At the same time, I have also attempted to clear the foreground color as well as attempting to set a camera view in the initialization function:


void renderInfo::initialize()
{
	if( SDL_Init(SDL_INIT_VIDEO) < 0 ) {
		fprintf(stderr,
			"Couldn't initialize SDL: %s
", SDL_GetError());
		exit(1);
	}

	SDL_WM_SetCaption("My first OpenGL program", NULL);		// change the name later
	screen = SDL_SetVideoMode(640, 480, 32, flags);
	if ( screen == NULL ) {
		fprintf(stderr, "Couldn't set 640x480x8 video mode: %s
",
			SDL_GetError());
		exit(1);
	}

	// clear foreground color
	glClearColor(0.0f, 0.0f, 0.0f, 0.5f);
	SDL_FillRect(screen,NULL,0x000000);

	videoinfo = SDL_GetVideoInfo();

	printf("%i", videoinfo->blit_hw);

	// set up double buffering
	SDL_GL_SetAttribute(SDL_GL_DOUBLEBUFFER, 1);

	// set up RGBA
	SDL_GL_SetAttribute(SDL_GL_RED_SIZE, 8);
	SDL_GL_SetAttribute(SDL_GL_GREEN_SIZE, 8);
	SDL_GL_SetAttribute(SDL_GL_BLUE_SIZE, 8);
	SDL_GL_SetAttribute(SDL_GL_ALPHA_SIZE, 8);

	// set up camera
	gluPerspective(45.0f, // 45 degrees
				   (float) screen->w / (float) screen->h, // 1:1 aspect ratio
				   0.01f, // distance from the viewer to the near clipping plane
				   100.0f // distance from the viewer to the far clipping plane
				   );
	gluLookAt(5, 5, 5,
			  1, 0, 0,
			  0, 0, 1);


	// check if the video card and operating system supports VBO
	if (strstr((char*) glGetString(GL_EXTENSIONS),"ARB_vertex_buffer_object"))
	{
#ifdef _WIN32			// if running under Windows, retrieve the function pointers; otherwise, no need
		//get function pointers using SDL_GL_GetProcAddress(..)
		// (could be using wglGetProcAddress(..) too)
		pglBindBufferARB = (PFNGLBINDBUFFERARBPROC) 
			SDL_GL_GetProcAddress("glBindBufferARB");
		pglGenBuffersARB = (PFNGLGENBUFFERSARBPROC) 
			SDL_GL_GetProcAddress("glGenBuffersARB");
		pglBufferDataARB = (PFNGLBUFFERDATAARBPROC)
			SDL_GL_GetProcAddress("glBufferDataARB");
		pglDeleteBuffersARB = (PFNGLDELETEBUFFERSARBPROC)
			SDL_GL_GetProcAddress("glDeleteBuffersARB");
		pglGetBufferParameterivARB = (PFNGLGETBUFFERPARAMETERIVARBPROC)
			SDL_GL_GetProcAddress("glGetBufferParameterivARB");
#endif

		vboSupported = true;
	}
}

However, nothing still is rendering.

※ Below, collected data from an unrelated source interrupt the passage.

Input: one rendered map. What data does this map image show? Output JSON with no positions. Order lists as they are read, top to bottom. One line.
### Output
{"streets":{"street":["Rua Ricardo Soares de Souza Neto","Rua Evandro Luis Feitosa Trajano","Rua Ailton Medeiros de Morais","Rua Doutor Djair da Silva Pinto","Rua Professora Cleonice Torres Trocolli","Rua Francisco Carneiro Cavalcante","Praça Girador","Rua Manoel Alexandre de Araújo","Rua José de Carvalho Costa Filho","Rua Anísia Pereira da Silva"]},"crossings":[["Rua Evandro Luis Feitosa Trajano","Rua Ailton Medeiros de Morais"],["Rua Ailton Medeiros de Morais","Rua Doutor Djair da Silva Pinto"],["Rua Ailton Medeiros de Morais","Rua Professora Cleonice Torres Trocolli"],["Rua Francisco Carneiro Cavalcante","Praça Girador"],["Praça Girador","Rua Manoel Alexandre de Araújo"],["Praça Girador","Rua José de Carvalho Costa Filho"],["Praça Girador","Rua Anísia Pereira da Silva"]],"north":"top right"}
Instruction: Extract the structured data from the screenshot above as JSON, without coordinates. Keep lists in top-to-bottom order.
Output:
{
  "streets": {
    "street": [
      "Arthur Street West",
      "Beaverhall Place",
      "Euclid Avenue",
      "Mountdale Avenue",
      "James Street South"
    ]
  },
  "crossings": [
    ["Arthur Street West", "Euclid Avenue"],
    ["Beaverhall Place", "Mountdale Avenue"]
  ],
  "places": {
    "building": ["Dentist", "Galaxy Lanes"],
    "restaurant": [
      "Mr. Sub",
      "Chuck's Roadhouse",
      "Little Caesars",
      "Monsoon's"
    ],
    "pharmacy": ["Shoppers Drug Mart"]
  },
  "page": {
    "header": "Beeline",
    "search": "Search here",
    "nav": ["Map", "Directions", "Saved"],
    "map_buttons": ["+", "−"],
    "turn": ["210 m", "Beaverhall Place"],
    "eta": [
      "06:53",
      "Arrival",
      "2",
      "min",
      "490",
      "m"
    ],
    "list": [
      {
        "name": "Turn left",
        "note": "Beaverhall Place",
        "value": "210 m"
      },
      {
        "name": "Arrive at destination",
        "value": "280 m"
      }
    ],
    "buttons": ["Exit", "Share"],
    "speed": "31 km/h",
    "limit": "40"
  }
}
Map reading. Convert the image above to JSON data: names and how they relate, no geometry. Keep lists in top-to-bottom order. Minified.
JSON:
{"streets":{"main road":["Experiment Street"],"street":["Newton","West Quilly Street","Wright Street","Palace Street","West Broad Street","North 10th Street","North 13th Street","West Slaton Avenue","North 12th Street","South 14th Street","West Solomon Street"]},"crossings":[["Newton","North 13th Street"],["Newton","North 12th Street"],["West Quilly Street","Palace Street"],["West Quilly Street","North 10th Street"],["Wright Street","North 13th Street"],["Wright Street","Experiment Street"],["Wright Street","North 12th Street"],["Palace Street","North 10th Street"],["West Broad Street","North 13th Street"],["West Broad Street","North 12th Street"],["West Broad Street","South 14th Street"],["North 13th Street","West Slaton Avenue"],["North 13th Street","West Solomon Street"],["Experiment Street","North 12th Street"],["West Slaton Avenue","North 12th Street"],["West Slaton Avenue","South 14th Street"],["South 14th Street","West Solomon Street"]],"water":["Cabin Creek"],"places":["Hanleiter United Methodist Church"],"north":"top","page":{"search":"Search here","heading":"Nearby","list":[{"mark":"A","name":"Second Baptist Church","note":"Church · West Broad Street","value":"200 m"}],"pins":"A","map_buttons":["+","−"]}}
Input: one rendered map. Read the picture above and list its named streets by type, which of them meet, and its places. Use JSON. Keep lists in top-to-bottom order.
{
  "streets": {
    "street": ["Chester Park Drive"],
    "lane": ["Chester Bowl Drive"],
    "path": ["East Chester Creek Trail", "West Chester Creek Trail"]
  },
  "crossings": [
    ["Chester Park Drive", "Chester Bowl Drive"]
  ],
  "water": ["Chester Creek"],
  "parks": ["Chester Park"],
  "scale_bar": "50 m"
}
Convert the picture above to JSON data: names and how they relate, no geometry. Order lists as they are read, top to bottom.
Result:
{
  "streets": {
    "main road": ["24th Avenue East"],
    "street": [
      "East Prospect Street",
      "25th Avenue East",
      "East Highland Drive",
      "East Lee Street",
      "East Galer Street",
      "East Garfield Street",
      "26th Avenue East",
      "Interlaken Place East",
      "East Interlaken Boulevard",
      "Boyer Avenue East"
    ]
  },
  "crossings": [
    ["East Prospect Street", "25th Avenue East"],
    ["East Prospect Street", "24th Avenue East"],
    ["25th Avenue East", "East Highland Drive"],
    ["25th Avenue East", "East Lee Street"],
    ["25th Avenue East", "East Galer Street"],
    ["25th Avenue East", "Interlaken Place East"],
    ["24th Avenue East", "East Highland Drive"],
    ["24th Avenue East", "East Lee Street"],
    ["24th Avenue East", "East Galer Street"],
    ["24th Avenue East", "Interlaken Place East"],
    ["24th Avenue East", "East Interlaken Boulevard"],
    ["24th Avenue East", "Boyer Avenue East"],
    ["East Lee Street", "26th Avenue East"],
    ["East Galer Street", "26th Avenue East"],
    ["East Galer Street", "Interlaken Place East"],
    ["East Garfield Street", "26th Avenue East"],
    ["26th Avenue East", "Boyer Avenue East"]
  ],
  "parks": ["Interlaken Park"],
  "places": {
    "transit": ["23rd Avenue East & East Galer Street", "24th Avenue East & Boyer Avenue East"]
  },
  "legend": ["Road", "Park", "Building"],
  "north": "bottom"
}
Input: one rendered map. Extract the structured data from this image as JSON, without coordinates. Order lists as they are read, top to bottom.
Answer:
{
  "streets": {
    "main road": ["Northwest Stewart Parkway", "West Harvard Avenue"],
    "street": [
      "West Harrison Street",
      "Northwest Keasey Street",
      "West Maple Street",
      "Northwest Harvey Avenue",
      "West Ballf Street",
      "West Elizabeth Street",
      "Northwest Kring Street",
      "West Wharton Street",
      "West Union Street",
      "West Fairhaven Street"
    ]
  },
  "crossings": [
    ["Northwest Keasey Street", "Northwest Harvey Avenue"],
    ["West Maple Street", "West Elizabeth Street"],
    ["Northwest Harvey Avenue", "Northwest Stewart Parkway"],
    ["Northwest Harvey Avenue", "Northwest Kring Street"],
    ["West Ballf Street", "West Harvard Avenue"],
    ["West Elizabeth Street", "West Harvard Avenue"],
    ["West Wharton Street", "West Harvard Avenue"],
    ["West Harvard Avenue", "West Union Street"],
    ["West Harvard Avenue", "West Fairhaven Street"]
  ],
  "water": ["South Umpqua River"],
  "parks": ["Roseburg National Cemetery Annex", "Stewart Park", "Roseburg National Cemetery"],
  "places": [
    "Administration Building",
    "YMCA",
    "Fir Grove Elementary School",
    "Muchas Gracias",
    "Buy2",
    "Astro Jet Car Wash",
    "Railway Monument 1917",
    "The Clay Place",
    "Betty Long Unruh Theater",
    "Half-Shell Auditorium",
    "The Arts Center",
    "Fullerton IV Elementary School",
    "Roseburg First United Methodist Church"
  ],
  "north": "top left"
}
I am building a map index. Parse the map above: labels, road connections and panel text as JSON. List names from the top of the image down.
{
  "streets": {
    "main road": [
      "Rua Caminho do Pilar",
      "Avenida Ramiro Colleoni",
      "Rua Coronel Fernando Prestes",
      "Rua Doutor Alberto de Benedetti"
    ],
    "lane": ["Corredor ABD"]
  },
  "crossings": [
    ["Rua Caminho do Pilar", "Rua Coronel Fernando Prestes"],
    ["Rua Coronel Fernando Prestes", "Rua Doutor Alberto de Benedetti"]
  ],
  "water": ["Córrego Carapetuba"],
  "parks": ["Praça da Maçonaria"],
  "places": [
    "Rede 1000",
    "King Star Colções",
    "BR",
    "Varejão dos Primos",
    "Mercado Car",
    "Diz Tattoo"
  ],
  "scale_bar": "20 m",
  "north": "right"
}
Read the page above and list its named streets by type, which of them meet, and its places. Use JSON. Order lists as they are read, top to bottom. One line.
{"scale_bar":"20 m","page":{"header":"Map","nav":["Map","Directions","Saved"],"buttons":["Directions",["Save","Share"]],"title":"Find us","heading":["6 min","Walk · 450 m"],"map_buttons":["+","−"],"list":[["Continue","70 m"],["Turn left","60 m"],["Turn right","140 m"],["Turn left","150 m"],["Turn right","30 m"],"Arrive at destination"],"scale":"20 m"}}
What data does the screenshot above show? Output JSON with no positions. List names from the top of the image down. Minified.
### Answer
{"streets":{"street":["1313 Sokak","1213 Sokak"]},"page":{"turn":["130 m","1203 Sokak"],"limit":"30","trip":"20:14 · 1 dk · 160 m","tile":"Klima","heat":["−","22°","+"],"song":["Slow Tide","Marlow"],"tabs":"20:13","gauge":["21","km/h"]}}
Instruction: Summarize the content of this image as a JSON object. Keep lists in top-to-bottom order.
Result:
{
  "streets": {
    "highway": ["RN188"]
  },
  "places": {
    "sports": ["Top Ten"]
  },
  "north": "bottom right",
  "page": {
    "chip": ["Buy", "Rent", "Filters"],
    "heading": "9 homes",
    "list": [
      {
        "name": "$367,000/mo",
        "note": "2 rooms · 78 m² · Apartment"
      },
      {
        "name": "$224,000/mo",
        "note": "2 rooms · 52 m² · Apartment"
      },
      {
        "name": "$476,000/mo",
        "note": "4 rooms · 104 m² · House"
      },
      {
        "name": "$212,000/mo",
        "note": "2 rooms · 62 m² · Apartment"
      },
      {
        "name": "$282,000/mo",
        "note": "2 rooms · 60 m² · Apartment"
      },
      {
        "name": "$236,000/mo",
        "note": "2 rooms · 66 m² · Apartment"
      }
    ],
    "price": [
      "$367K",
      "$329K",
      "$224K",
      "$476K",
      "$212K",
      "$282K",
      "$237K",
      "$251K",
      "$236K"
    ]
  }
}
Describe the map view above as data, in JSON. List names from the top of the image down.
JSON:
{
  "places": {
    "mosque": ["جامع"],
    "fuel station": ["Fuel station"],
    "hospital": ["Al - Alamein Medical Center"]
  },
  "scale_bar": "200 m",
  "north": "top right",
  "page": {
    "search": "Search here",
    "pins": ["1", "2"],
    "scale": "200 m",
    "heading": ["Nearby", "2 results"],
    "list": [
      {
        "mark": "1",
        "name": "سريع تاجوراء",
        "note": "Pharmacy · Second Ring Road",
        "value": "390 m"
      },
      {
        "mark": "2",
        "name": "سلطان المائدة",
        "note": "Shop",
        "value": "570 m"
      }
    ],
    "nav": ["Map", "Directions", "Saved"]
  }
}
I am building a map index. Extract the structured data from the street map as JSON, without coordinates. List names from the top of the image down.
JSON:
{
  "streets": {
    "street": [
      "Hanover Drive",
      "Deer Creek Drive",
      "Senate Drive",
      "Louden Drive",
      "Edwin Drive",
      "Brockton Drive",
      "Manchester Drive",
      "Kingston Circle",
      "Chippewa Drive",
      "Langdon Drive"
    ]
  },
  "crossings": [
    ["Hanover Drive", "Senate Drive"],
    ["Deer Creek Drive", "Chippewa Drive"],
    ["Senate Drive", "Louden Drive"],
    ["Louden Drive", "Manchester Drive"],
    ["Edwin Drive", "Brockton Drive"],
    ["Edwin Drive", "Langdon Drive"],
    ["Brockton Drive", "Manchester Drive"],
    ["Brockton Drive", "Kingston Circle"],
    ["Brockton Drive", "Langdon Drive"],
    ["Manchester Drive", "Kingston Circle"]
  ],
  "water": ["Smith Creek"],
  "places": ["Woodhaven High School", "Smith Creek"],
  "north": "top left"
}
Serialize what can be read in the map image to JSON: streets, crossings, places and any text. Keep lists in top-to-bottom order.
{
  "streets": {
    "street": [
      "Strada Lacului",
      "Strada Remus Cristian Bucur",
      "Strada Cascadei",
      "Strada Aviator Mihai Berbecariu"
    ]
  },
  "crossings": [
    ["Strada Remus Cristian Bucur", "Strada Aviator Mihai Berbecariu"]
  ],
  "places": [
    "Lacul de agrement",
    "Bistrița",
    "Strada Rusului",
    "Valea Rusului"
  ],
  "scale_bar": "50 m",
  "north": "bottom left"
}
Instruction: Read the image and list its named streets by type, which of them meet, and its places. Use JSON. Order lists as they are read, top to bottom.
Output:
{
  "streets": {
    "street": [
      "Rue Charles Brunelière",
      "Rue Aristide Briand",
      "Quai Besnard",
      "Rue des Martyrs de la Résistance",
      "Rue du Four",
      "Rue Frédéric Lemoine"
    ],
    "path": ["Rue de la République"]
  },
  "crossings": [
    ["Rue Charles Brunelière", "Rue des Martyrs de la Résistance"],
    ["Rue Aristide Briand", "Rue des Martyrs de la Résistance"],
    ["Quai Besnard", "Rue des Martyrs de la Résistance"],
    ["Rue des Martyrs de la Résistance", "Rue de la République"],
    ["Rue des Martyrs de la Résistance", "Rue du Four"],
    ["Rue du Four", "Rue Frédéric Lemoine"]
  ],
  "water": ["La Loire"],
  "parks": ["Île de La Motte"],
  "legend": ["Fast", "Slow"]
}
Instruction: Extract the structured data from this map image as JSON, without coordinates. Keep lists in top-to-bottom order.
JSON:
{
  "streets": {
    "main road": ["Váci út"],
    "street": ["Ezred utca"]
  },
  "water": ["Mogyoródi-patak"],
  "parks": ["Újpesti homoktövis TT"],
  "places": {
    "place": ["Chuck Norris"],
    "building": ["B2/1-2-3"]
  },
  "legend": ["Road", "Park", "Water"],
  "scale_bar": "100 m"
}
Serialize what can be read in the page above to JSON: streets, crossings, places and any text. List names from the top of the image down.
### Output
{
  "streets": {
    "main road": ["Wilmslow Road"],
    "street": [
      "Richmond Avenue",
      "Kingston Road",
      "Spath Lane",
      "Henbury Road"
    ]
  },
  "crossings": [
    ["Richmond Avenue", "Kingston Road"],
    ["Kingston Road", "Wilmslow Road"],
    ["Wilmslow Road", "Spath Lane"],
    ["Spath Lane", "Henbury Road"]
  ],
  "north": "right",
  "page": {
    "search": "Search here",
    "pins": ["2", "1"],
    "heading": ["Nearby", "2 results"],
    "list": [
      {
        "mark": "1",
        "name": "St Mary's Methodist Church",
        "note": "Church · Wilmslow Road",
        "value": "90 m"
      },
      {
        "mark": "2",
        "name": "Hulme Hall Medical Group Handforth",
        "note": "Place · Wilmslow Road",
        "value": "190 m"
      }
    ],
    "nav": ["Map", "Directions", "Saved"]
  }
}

Could there be other factors other than the undesired foreground color and improper setup of the camera viewpoint? Thanks. (I have also updated the changes to the repository in case if you want to take a look).

Setting the clear-color is done via glClearColor()

Start with something simpler. See it work. Add a few lines, see it work. Then jump onto VBOs (though as you see it’s easy).